### Assigned task
Quote each line exactly, from the line that contains "Task: Give me" down to the last line of the listing, and no other lines.

### Data excerpts
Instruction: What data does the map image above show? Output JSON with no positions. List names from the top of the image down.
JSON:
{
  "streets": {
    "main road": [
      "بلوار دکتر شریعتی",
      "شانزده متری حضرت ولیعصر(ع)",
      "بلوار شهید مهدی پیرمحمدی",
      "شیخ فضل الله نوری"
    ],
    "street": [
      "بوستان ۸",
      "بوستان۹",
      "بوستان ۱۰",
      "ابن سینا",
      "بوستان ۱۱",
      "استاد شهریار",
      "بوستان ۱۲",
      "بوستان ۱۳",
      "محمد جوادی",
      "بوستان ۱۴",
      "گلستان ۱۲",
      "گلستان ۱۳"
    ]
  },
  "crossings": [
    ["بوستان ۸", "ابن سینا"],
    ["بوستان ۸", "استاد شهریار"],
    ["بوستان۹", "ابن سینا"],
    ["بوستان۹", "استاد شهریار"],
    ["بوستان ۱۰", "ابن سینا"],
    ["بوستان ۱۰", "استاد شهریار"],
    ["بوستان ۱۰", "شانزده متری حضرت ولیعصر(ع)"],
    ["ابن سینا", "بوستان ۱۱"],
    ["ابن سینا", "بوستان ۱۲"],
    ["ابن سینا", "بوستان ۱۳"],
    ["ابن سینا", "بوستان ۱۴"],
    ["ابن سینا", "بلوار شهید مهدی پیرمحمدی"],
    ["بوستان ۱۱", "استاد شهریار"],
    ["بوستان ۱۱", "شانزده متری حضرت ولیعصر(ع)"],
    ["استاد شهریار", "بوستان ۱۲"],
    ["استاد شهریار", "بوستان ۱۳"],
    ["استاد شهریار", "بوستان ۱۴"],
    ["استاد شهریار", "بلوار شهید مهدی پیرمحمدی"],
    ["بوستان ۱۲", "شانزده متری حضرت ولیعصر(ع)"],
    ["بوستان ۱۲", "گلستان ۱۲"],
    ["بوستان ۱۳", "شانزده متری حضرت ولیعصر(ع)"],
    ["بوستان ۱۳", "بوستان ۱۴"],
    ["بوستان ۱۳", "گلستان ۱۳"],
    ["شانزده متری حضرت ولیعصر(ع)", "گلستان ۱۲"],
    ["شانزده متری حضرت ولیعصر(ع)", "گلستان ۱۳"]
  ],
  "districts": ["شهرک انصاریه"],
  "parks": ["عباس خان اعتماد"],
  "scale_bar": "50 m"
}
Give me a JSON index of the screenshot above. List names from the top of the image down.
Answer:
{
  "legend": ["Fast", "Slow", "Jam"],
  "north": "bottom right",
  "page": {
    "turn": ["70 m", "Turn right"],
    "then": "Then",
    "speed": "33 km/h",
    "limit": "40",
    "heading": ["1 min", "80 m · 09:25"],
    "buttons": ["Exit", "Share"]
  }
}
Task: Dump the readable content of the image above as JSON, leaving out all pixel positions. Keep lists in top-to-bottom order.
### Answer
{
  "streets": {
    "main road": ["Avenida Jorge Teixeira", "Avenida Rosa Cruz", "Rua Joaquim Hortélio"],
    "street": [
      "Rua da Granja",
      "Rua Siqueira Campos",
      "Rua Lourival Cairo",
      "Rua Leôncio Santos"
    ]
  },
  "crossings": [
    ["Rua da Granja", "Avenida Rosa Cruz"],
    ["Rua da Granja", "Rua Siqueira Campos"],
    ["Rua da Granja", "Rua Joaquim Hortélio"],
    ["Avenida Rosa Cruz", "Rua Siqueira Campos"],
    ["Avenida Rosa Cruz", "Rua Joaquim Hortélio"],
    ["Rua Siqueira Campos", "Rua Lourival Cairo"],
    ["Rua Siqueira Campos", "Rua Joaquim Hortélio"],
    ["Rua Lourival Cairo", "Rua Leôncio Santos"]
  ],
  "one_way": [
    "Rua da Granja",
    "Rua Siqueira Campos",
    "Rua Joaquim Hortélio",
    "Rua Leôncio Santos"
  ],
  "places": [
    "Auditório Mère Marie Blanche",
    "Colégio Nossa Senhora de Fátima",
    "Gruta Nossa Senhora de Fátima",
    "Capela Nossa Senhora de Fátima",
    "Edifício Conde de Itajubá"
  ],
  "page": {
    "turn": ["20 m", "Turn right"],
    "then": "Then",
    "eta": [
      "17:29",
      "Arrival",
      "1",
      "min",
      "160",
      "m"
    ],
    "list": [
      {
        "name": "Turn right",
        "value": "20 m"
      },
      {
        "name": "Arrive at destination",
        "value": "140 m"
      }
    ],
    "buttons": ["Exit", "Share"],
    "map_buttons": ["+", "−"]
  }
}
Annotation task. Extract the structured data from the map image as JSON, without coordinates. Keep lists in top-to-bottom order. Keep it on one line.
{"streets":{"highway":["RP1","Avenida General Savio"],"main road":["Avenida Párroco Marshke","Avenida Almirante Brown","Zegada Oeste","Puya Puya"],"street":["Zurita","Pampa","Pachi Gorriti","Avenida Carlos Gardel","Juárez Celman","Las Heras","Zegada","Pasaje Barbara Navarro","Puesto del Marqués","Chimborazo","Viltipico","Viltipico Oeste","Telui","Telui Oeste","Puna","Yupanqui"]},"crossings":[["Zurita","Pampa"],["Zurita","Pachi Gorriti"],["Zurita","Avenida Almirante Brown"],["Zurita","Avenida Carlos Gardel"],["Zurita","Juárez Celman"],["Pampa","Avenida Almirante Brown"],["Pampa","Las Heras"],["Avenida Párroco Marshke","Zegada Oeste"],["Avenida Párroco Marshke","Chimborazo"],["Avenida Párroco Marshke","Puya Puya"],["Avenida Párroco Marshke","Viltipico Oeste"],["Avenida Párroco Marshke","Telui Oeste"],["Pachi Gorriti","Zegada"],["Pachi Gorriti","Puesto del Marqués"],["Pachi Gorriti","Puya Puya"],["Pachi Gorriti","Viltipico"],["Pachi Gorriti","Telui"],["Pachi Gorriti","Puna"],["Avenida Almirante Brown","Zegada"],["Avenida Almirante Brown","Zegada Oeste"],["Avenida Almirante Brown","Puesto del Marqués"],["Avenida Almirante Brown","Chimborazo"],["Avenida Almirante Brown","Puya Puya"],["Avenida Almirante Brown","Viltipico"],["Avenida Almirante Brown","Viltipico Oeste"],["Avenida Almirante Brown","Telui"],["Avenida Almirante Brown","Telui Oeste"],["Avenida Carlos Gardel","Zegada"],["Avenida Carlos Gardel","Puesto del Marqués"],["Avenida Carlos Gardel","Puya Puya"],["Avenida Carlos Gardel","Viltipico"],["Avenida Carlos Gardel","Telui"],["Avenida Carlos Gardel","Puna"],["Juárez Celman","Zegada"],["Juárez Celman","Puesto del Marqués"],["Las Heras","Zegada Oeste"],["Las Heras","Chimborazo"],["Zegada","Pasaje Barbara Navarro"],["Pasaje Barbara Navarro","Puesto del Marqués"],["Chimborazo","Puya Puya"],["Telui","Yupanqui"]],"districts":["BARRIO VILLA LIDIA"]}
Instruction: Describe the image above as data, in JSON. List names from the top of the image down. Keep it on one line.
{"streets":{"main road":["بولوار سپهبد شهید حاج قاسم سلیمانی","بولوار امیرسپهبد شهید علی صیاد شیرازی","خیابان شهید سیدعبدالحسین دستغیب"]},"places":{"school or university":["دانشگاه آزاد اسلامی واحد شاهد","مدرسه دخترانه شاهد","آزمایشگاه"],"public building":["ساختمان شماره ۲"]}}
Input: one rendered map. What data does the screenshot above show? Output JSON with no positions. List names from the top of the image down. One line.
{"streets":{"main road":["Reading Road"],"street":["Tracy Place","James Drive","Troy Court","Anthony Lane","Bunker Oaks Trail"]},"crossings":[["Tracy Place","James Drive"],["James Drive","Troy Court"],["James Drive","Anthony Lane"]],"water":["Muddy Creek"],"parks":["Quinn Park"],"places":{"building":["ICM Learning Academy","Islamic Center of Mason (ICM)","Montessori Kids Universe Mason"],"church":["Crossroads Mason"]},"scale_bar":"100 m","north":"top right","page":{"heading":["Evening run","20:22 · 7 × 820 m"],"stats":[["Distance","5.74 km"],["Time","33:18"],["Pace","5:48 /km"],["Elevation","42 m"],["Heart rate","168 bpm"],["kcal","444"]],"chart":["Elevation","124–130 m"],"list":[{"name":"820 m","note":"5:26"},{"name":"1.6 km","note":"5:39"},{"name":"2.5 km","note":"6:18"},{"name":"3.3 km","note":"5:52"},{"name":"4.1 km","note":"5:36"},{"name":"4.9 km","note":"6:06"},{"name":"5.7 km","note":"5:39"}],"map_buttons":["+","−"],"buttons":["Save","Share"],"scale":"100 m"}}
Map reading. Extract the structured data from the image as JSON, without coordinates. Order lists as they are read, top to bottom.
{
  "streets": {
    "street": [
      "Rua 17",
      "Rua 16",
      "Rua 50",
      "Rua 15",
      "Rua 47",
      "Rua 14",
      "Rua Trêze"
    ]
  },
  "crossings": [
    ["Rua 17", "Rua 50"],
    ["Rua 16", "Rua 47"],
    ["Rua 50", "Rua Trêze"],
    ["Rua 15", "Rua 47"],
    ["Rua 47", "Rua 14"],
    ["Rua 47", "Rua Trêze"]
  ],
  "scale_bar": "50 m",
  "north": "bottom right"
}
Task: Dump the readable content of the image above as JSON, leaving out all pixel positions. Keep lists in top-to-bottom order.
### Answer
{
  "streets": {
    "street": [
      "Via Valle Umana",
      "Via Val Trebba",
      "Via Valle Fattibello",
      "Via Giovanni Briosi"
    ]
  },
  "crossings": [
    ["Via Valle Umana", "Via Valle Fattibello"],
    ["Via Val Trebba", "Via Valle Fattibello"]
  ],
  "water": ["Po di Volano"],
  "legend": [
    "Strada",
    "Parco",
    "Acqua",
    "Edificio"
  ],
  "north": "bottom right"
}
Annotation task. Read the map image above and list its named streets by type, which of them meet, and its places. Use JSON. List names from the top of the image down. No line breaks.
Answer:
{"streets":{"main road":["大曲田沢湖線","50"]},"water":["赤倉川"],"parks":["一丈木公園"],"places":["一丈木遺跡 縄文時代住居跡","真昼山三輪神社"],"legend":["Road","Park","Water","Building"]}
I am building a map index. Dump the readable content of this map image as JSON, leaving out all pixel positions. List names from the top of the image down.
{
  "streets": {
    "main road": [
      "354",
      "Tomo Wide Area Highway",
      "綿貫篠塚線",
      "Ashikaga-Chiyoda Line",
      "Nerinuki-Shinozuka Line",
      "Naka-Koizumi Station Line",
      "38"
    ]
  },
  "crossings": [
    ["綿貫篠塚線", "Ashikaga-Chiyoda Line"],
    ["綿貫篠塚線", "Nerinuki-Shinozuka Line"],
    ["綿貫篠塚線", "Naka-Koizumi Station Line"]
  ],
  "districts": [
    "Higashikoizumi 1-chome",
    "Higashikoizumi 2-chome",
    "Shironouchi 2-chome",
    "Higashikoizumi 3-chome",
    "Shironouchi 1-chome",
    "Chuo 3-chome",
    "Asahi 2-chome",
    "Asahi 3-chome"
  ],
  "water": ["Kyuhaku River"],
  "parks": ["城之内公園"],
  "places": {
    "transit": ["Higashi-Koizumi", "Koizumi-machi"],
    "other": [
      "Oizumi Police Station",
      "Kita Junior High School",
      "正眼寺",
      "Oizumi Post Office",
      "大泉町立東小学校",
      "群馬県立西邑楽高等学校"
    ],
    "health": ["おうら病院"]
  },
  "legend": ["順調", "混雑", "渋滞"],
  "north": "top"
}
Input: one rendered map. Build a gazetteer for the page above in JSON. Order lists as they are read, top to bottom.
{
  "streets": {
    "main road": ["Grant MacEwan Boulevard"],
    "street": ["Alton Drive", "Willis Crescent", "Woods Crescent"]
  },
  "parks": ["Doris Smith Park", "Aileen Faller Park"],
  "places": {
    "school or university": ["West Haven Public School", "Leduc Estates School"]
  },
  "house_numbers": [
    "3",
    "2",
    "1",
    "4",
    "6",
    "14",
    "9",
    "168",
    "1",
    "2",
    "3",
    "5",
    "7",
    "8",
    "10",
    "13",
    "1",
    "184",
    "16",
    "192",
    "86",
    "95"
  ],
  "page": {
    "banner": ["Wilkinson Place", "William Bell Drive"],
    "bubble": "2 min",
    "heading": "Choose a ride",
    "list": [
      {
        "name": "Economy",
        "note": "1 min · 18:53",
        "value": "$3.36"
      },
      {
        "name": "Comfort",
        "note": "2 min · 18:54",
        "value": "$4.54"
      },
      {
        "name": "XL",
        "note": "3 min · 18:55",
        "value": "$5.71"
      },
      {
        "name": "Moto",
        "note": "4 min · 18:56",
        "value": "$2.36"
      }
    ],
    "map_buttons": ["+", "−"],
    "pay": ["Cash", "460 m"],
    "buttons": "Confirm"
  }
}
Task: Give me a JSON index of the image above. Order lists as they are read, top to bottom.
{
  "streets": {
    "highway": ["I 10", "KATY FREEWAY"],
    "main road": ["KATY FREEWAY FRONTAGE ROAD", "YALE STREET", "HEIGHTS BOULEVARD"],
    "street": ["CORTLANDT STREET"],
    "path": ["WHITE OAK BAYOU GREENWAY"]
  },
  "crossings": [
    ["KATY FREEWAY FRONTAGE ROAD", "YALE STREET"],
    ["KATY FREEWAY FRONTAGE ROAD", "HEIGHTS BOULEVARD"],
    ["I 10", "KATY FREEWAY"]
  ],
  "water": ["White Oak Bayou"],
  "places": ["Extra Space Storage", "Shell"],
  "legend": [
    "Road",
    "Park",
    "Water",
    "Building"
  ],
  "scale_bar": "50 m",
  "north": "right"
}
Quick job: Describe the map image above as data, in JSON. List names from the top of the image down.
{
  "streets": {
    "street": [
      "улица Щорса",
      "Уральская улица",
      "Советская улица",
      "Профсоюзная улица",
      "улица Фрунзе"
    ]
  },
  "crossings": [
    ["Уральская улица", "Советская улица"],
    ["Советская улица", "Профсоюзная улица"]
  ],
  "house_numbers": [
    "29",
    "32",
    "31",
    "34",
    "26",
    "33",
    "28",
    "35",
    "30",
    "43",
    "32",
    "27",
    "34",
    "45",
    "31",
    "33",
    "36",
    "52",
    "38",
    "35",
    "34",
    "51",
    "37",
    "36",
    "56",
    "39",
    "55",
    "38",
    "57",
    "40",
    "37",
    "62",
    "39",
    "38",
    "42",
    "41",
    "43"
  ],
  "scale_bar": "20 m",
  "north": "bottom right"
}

### Answer
Task: Give me a JSON index of the image above. Order lists as they are read, top to bottom.
{
  "streets": {
    "highway": ["I 10", "KATY FREEWAY"],
    "main road": ["KATY FREEWAY FRONTAGE ROAD", "YALE STREET", "HEIGHTS BOULEVARD"],
    "street": ["CORTLANDT STREET"],
    "path": ["WHITE OAK BAYOU GREENWAY"]
  },
  "crossings": [
    ["KATY FREEWAY FRONTAGE ROAD", "YALE STREET"],
    ["KATY FREEWAY FRONTAGE ROAD", "HEIGHTS BOULEVARD"],
    ["I 10", "KATY FREEWAY"]
  ],
  "water": ["White Oak Bayou"],
  "places": ["Extra Space Storage", "Shell"],
  "legend": [
    "Road",
    "Park",
    "Water",
    "Building"
  ],
  "scale_bar": "50 m",
  "north": "right"
}
Quick job: Describe the map image above as data, in JSON. List names from the top of the image down.
{
  "streets": {
    "street": [
      "улица Щорса",
      "Уральская улица",
      "Советская улица",
      "Профсоюзная улица",
      "улица Фрунзе"
    ]
  },
  "crossings": [
    ["Уральская улица", "Советская улица"],
    ["Советская улица", "Профсоюзная улица"]
  ],
  "house_numbers": [
    "29",
    "32",
    "31",
    "34",
    "26",
    "33",
    "28",
    "35",
    "30",
    "43",
    "32",
    "27",
    "34",
    "45",
    "31",
    "33",
    "36",
    "52",
    "38",
    "35",
    "34",
    "51",
    "37",
    "36",
    "56",
    "39",
    "55",
    "38",
    "57",
    "40",
    "37",
    "62",
    "39",
    "38",
    "42",
    "41",
    "43"
  ],
  "scale_bar": "20 m",
  "north": "bottom right"
}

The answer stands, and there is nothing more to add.